* **SUPPLIED ENTRIES**

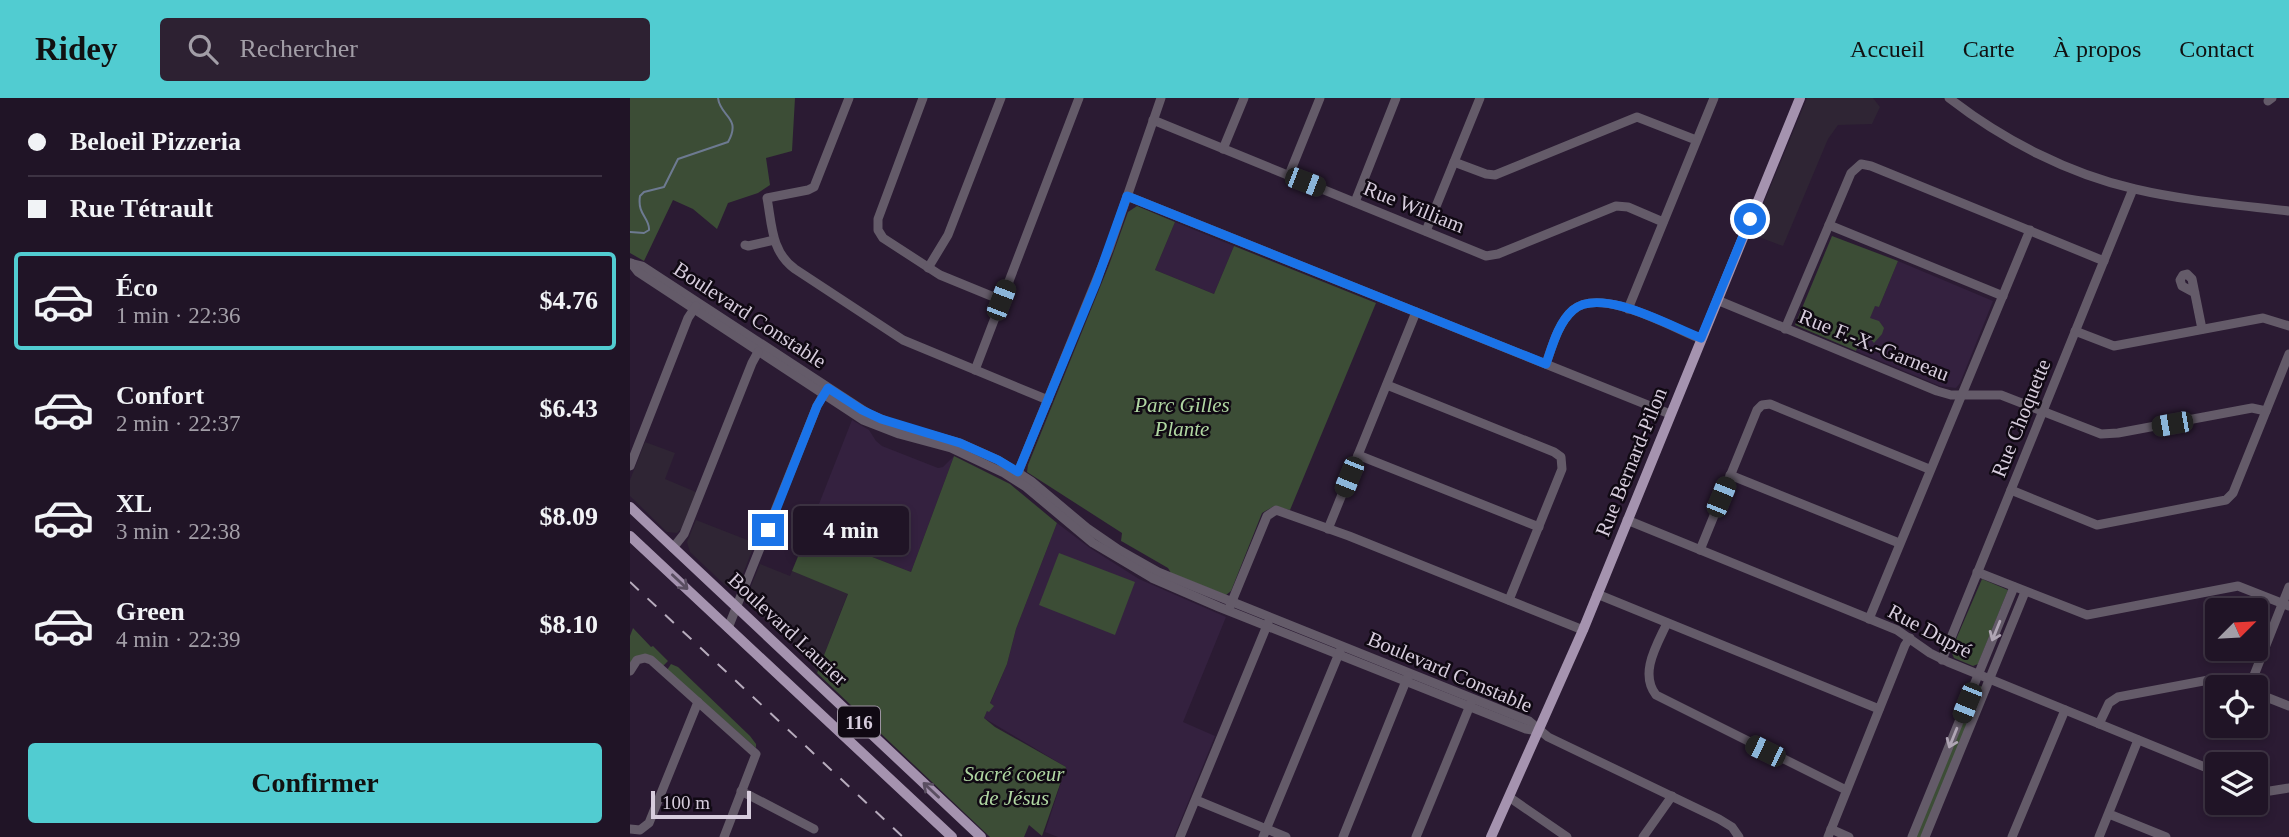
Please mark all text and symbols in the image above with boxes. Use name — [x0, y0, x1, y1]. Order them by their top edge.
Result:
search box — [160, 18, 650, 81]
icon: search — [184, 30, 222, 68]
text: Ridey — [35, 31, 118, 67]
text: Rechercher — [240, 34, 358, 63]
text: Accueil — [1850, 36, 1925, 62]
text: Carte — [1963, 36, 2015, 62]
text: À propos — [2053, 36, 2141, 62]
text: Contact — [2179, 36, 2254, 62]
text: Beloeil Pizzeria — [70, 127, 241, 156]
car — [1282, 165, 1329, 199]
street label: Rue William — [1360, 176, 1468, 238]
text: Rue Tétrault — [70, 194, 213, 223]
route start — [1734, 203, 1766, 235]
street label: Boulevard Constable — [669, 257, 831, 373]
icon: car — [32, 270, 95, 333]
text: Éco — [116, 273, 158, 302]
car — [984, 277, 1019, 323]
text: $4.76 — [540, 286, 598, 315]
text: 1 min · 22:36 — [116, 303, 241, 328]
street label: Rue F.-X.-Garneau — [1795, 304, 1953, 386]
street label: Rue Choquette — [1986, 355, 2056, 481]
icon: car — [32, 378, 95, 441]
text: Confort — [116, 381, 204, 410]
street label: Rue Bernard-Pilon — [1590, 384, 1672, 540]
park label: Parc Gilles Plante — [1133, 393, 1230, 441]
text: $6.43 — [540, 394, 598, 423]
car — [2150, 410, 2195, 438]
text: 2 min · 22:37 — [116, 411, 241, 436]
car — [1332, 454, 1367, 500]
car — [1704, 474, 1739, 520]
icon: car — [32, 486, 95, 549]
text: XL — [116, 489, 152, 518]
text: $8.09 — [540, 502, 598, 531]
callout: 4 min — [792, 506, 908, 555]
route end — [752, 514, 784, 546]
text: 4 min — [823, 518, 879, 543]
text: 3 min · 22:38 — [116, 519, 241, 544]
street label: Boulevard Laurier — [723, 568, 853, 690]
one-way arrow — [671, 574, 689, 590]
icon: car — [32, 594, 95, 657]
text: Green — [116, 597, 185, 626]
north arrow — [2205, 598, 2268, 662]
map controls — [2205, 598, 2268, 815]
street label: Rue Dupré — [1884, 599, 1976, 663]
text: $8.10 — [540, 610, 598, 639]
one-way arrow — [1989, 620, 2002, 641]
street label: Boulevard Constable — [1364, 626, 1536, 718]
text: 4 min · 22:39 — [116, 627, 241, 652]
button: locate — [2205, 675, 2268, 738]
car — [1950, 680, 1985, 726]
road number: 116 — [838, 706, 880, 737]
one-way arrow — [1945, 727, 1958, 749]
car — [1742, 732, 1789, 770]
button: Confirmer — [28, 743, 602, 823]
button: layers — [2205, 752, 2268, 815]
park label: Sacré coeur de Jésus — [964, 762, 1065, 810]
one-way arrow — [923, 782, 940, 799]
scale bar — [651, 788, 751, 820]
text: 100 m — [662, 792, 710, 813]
==
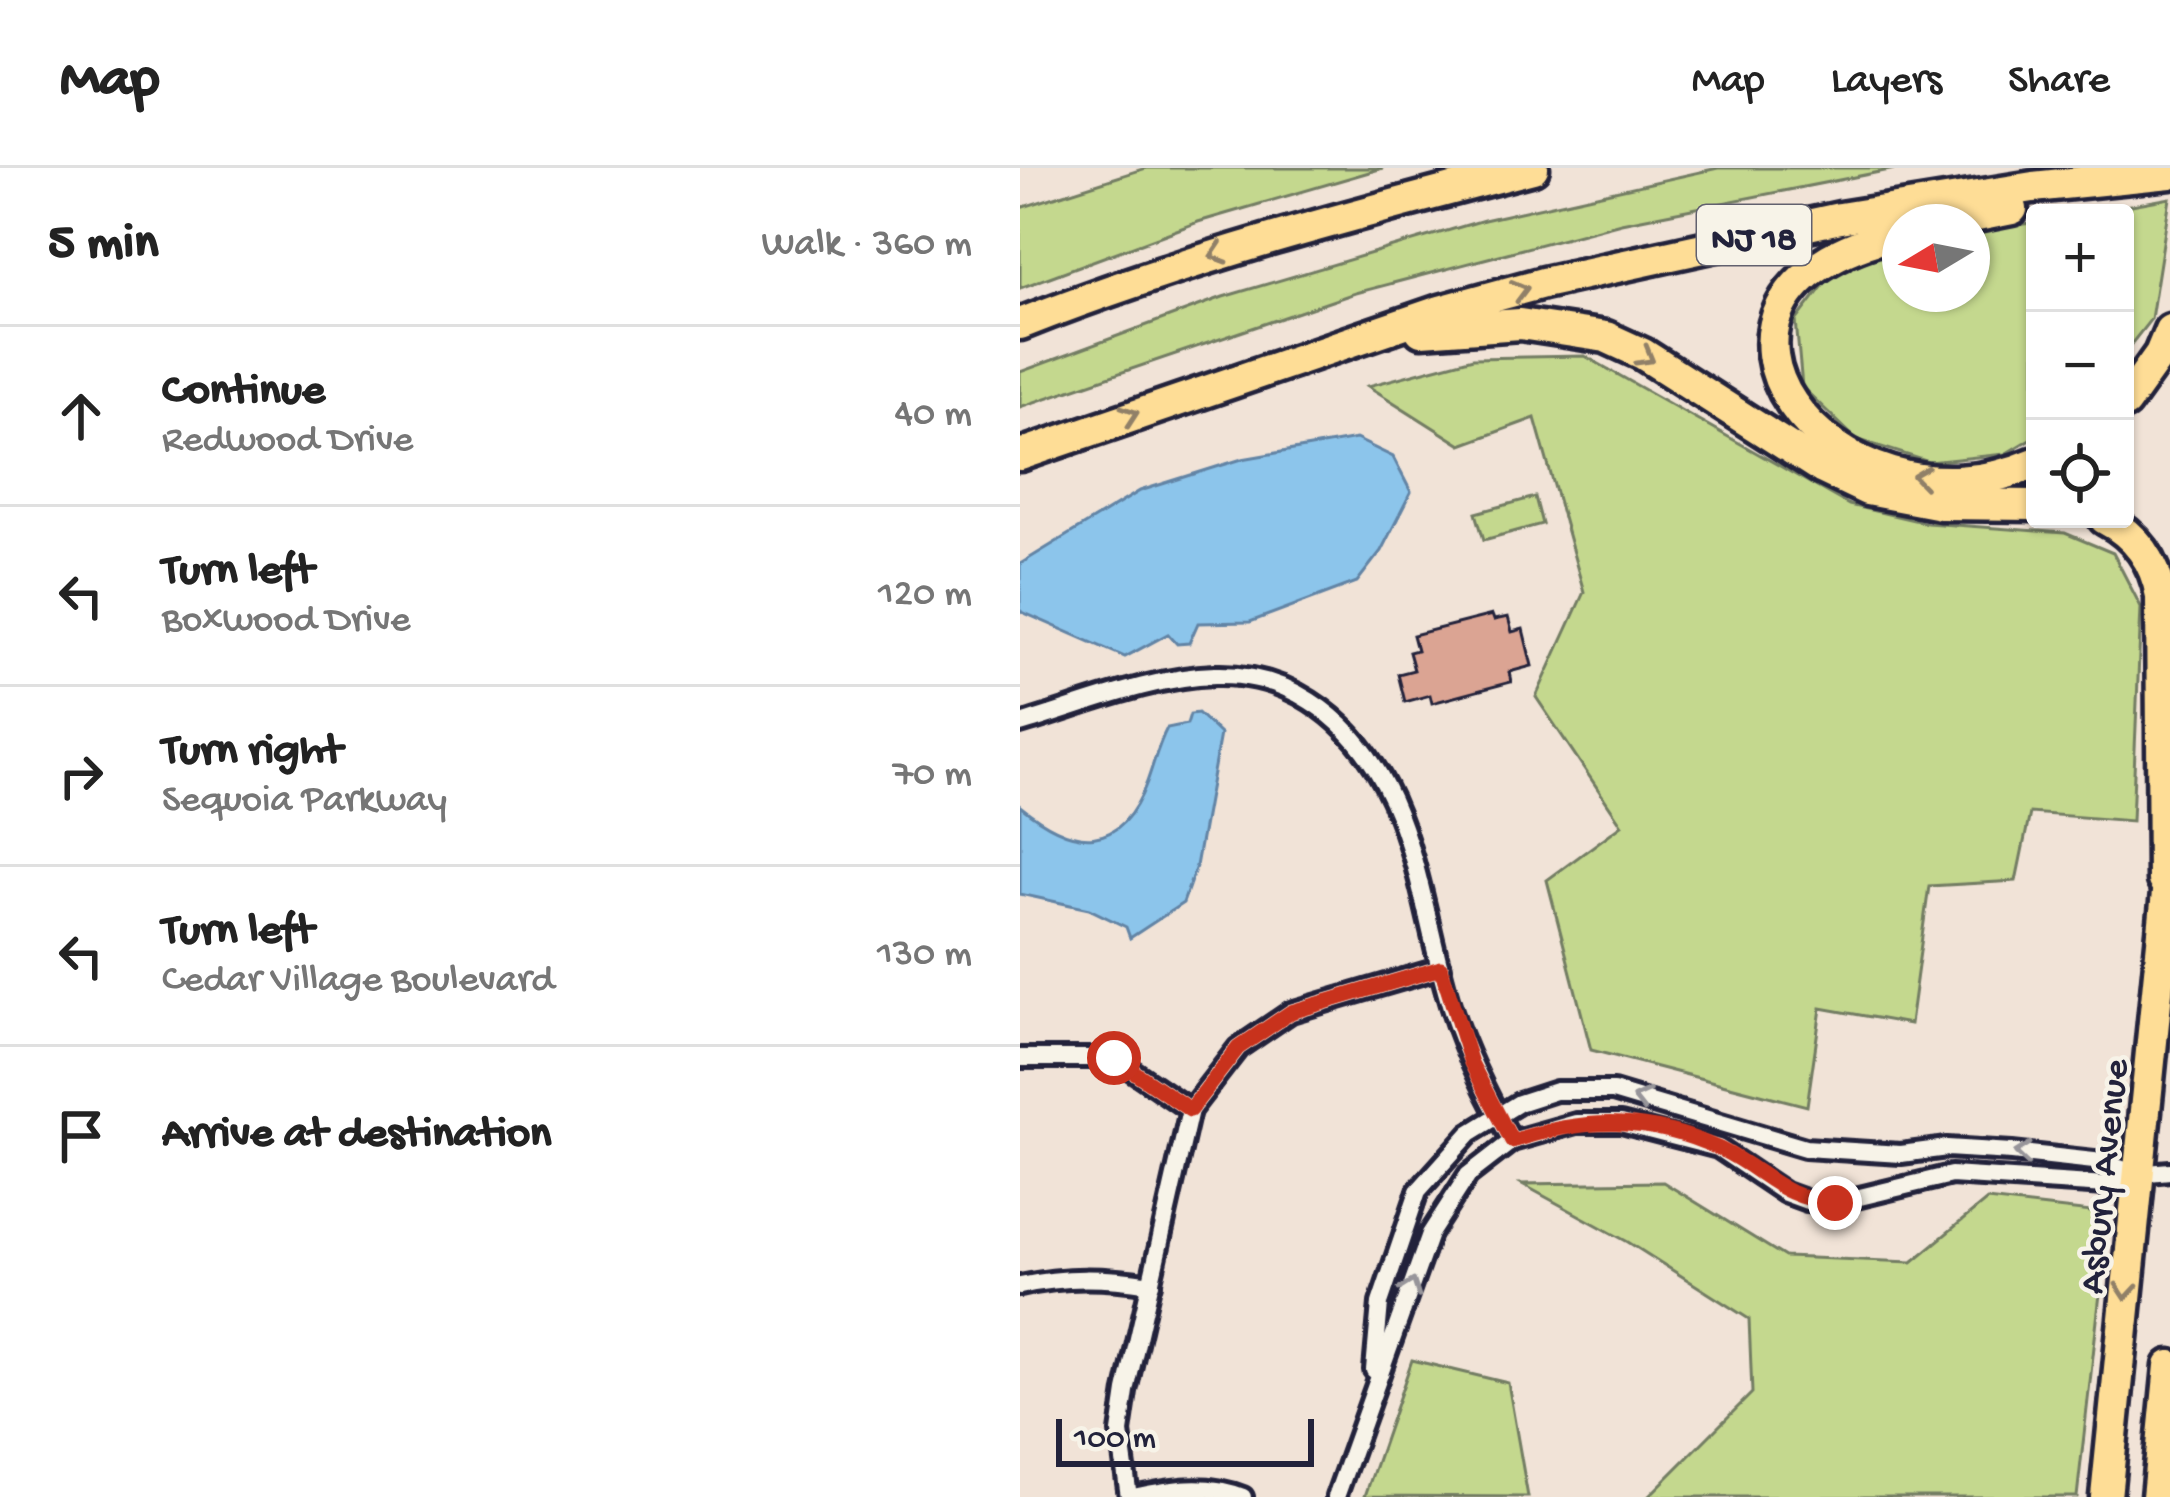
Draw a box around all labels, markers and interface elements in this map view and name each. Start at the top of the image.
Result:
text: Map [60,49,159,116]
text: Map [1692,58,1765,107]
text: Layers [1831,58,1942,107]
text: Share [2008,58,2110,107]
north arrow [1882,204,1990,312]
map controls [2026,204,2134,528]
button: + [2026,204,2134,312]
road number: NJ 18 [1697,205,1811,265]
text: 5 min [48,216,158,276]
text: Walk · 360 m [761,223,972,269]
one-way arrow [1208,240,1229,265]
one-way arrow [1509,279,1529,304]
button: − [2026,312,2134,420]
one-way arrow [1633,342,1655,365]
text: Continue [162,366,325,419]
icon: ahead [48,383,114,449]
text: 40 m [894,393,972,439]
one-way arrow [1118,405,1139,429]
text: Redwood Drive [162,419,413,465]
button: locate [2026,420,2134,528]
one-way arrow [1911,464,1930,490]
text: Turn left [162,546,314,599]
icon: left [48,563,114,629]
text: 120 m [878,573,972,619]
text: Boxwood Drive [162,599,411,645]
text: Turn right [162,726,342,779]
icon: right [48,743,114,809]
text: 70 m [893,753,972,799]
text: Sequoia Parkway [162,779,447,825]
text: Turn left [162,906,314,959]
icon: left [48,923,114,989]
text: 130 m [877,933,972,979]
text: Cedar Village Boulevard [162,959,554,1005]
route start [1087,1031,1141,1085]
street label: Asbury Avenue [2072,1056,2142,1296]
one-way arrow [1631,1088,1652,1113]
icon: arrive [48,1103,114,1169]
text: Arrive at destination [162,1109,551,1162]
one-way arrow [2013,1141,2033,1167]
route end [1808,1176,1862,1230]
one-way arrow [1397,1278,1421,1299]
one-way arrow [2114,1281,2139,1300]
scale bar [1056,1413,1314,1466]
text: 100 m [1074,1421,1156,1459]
...
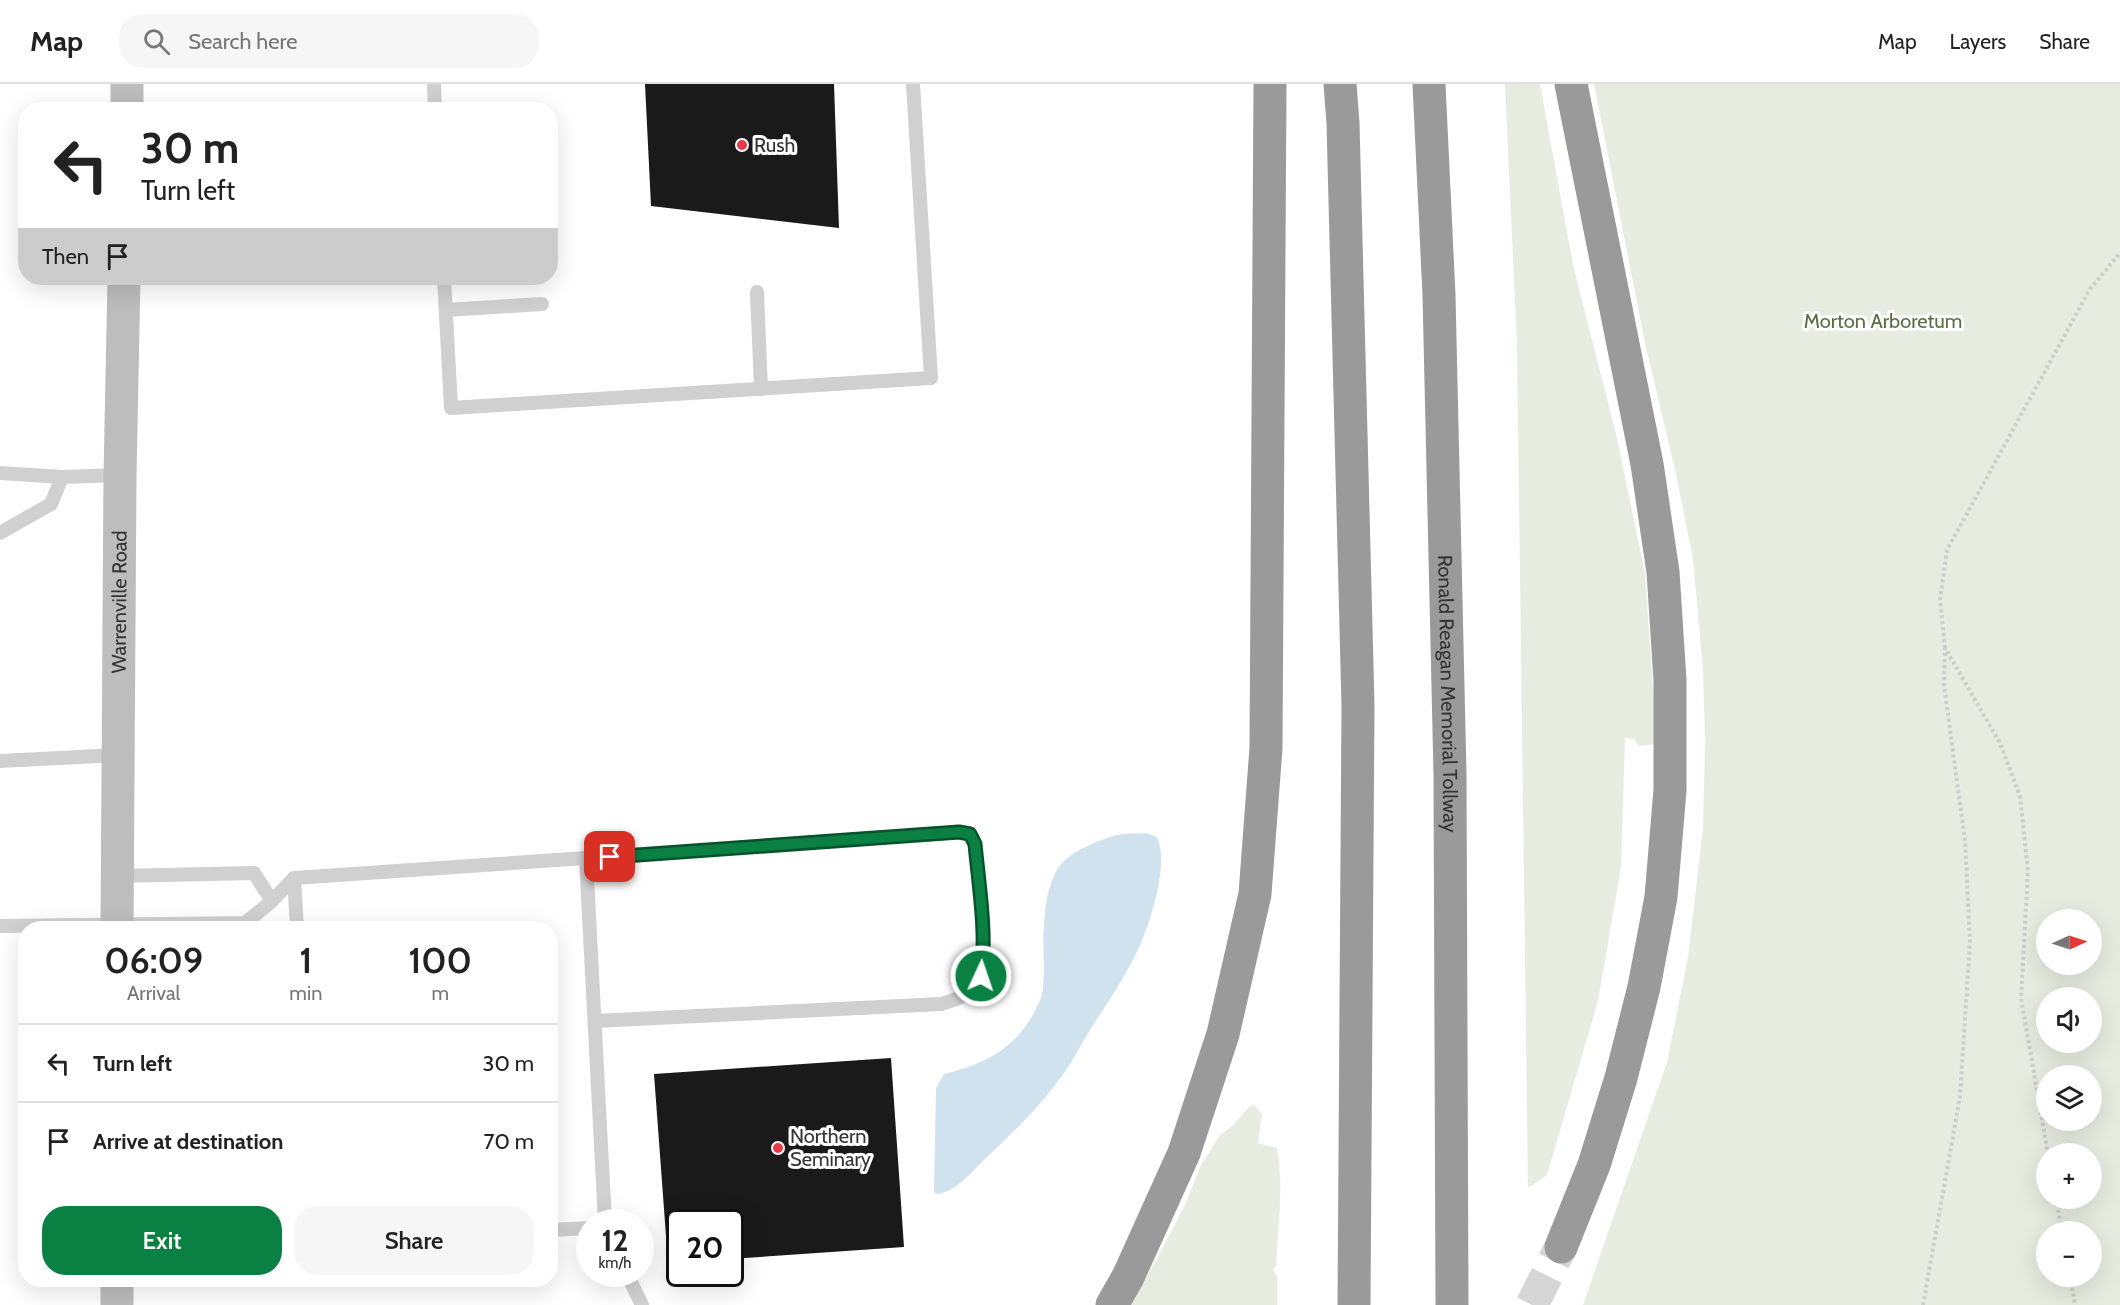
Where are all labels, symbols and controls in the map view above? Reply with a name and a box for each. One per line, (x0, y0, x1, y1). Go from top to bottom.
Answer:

* **WHAT TO WORK ON**
Every line above that holds the string "labels" should be copied into the answer.

* **WRITTEN RESPONSE**
Draw a box around all labels, markers and interface elements in this map view and name each. Start at the top of the image.
Where are all labels, symbols and controls in the map view above? Reply with a name and a box for each. One per line, (x0, y0, x1, y1). Go from top to bottom.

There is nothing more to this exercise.